Emsal Mahkeme Kararı Bakırköy 6. Asliye Ticaret Mahkemesi 2020/635 E. 2021/20 K. 11.01.2021 T.

Görüntülediğiniz mahkeme kararı kesinleşmiş bir karardır.

T.C. BAKIRKÖY 6. ASLİYE TİCARET MAHKEMESİ

ESAS NO : 2020/635 Esas
KARAR NO : 2021/20

DAVA : Tazminat (Trafik Sigorta Sözleşmesi Kaynaklı Rücuen)
DAVA TARİHİ : 22/09/2020
KARAR TARİHİ : 11/01/2021
KARARIN YAZILMA TARİHİ : 09/02/2021

Mahkememizde görülmekte olan Tazminat (Trafik Sigorta Sözleşmesi Kaynaklı Rücuen) davasının yapılan açık yargılaması sonunda,
GEREĞİ DÜŞÜNÜLDÜ:
DAVA
Davacı vekili tarafından sunulan dava dilekçesinde ÖZETLE; müvekkilerince davalı tarafa sigortalı olan aracın kusurlu olarak girmiş olduğu ölümlü kaza nedeni ile müvekkillerince 70.227,60 TL ödeme yapıldığını belirterek bu bedelin davalıdan rücüan tahsilini talep etmiştir.
CEVAP
Davalı vekili tarafından sunulan cevap dilekçesinde ÖZETLE; göreve itiraz ettiklerini, kaza sırasında aracı müvekkilerinin kullanmadığını, müvekkilerinin kazadan önce aracı bir başkasına satıp devrederek sigorta sözleşmesini fesh ettiğini, bu nedenle davalının rizikodan sorumlu tutulamayacağını belirterek davanın reddini talep etmiştir.

DELİLLERİN DEĞERLENDİRİLMESİ VE GEREKÇE:
Dava, davacı sigortacı tarafından ZMMS poliçesi ile sigortalı bulunan davalıya ait aracın ölümlü trafik kazasına karışması sonucunda ölenlerin yakınlarına yapılan ödemelerin davalıya ait araç sürücüsünün sürücü belgesi olmadığından bahisle rücuan tazmini istemidir.
Davanın zorunlu trafik sigortasından kaynaklı rücuan tazminat davası olması nedeniyle TTK’nda düzenlenen husustan kaynaklı işbu davada mahkememizin görevli bulunduğu anlaşılmıştır.
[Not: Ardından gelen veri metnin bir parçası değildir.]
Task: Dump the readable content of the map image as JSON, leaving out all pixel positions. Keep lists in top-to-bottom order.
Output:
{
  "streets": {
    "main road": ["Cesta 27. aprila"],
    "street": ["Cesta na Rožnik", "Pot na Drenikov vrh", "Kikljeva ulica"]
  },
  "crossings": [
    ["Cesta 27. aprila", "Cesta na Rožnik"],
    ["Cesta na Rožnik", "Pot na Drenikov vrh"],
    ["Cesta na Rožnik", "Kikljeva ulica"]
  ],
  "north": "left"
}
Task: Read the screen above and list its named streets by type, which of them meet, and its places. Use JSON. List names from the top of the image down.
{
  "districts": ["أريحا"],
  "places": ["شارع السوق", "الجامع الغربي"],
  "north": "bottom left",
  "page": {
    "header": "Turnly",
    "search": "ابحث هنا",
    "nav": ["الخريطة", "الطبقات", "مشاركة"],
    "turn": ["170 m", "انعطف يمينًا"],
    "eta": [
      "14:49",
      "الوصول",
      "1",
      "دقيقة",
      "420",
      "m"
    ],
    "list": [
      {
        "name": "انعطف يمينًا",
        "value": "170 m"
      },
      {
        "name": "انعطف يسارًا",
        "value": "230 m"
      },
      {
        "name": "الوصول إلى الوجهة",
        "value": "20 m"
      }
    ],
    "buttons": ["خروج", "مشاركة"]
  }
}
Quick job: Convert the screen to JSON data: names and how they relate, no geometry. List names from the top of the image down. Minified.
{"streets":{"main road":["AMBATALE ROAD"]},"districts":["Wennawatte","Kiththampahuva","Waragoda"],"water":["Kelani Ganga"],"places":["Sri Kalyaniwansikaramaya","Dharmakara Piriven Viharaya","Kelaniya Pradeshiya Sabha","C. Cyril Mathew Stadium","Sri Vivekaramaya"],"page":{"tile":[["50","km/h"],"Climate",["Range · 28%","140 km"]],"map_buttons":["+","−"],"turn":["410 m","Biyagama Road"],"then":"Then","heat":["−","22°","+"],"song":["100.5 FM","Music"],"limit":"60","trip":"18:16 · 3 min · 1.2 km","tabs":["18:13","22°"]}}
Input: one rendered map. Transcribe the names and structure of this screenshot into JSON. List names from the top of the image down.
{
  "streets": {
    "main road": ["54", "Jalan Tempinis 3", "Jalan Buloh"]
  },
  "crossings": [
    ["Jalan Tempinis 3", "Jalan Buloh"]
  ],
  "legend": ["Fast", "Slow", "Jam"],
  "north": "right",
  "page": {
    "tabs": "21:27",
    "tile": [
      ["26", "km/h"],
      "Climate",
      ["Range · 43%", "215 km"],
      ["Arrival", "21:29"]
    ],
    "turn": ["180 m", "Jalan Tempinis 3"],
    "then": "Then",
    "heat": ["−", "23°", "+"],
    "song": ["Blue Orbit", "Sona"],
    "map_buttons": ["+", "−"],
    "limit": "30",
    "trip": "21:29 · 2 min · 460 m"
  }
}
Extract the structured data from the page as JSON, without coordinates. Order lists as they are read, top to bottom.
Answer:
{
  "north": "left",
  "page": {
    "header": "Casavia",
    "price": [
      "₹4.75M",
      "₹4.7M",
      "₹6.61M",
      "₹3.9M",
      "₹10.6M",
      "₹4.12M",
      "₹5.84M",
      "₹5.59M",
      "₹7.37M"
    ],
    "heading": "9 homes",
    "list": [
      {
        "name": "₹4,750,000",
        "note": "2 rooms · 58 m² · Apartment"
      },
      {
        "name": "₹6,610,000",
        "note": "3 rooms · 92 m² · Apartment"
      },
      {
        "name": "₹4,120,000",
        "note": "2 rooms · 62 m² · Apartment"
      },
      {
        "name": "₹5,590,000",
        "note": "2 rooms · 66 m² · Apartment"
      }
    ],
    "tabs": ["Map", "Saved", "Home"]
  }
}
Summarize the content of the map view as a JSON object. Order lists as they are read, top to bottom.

Davalıya ait ……… plakalı aracın 23/01/2015 tarihinde yaya …….’ye çarpması neticesinde yayanın hayatını kaybettiği, bu aracın ZMMS poliçesinin kaza tarihinde davacı sigorta şirketi tarafından yapılmış bulunduğu, davacı sigortacı tarafından hak sahiplerine ödeme yapıldığı hususunda taraflar arasında bir uyuşmazlık bulunmamaktadır.
Davalı tarafça, söz konusu aracın kaza tarihinden önce 01/12/2014 tarihinde …….. isimli şahsa satılarak devredildiği ileri sürülmüş, dosyaya celp olunan trafik kayıtlarının bu satış-devri doğruladığı görülmüş, davacı tarafından da bu devre karşı bir itirazda bulunulmayarak devre rağmen davalının sorumluluğunun devam ettiğinin ileri sürüldüğü anlaşılmıştır.
Dolayısıyla taraflar arasındaki uyuşmazlık, dava konusu aracın kaza tarihinden önce davalı tarafça satılarak devredilmesine rağmen sorumluluğunun devam edip etmeyeceği noktasında toplanmaktadır.
Trafik sicilinde kayıtlı bulunan araçların devirleri 2918 sayılı kanun hükümler kapsamında noterliklerce yapılmakta olup, davalı tarafça söz konusu aracın Bakırköy …….. Noterliğinin 01/12/2014 tarihli ……. yevmiye sayılı araç satış sözleşmesi ile davalı tarafından satılara devredildiği anlaşılmıştır. Kaza tarihi ise 23/01/2015 olup, devir tarihinden yaklaşık 50 gün kadar sonrasıdır. Davacı tarafça davalının devri kendilerine bildirmesi gerektiği halde bildirmediği, bu nedenle sorumluluğunun devam ettiği ileri sürülmüştür. Oysa ki davalı tarafından araç başkasına satılıp devredilmiş ve davalının işleten sıfatı kazadan önce ortadan kalkmış olup, davacı sigortacının ancak zarar gören 3.şahısların haklarına halef olarak rücu talebinde bulunabileceği, dolayısıyla zarar gören 3.şahıslarca davalıdan herhangi bir talepte bulunulamayacağı bir durumda davacı sigortacının da halefiyet hükümlerine göre davalıdan bir talepte bulunamayacağı, asıl zarar gören tarafından davalıdan zararın talep edilemeyeceği bir durumda davacı sigortacının rücuan tazminat talebinde bulunmasının TMK’nun 2.maddesinde öngörülen objektif iyiniyet kurallarına da aykırılık oluşturacağı, 2918 sayılı KTK’nun 94.maddesinde öngörülen 15 günlük süre içerisinde sigortacının sözleşmeyi feshedebileceği hükmünün aracı devralan ile sigortacı arasında sözleşmenin devam edip etmeyeceği şeklinde yorumlanması gerektiği, davalının resmi devir ile işleten sıfatının ve bu sıfata bağlı olan sorumluluğunun ortadan kalktığı, tüm bu nedenlerle davalının pasif husumet ehliyeti bulunmadığı kanaatine varılarak davanın reddine karar vermek gerekmiş ve aşağıdaki hüküm kurulmuştur.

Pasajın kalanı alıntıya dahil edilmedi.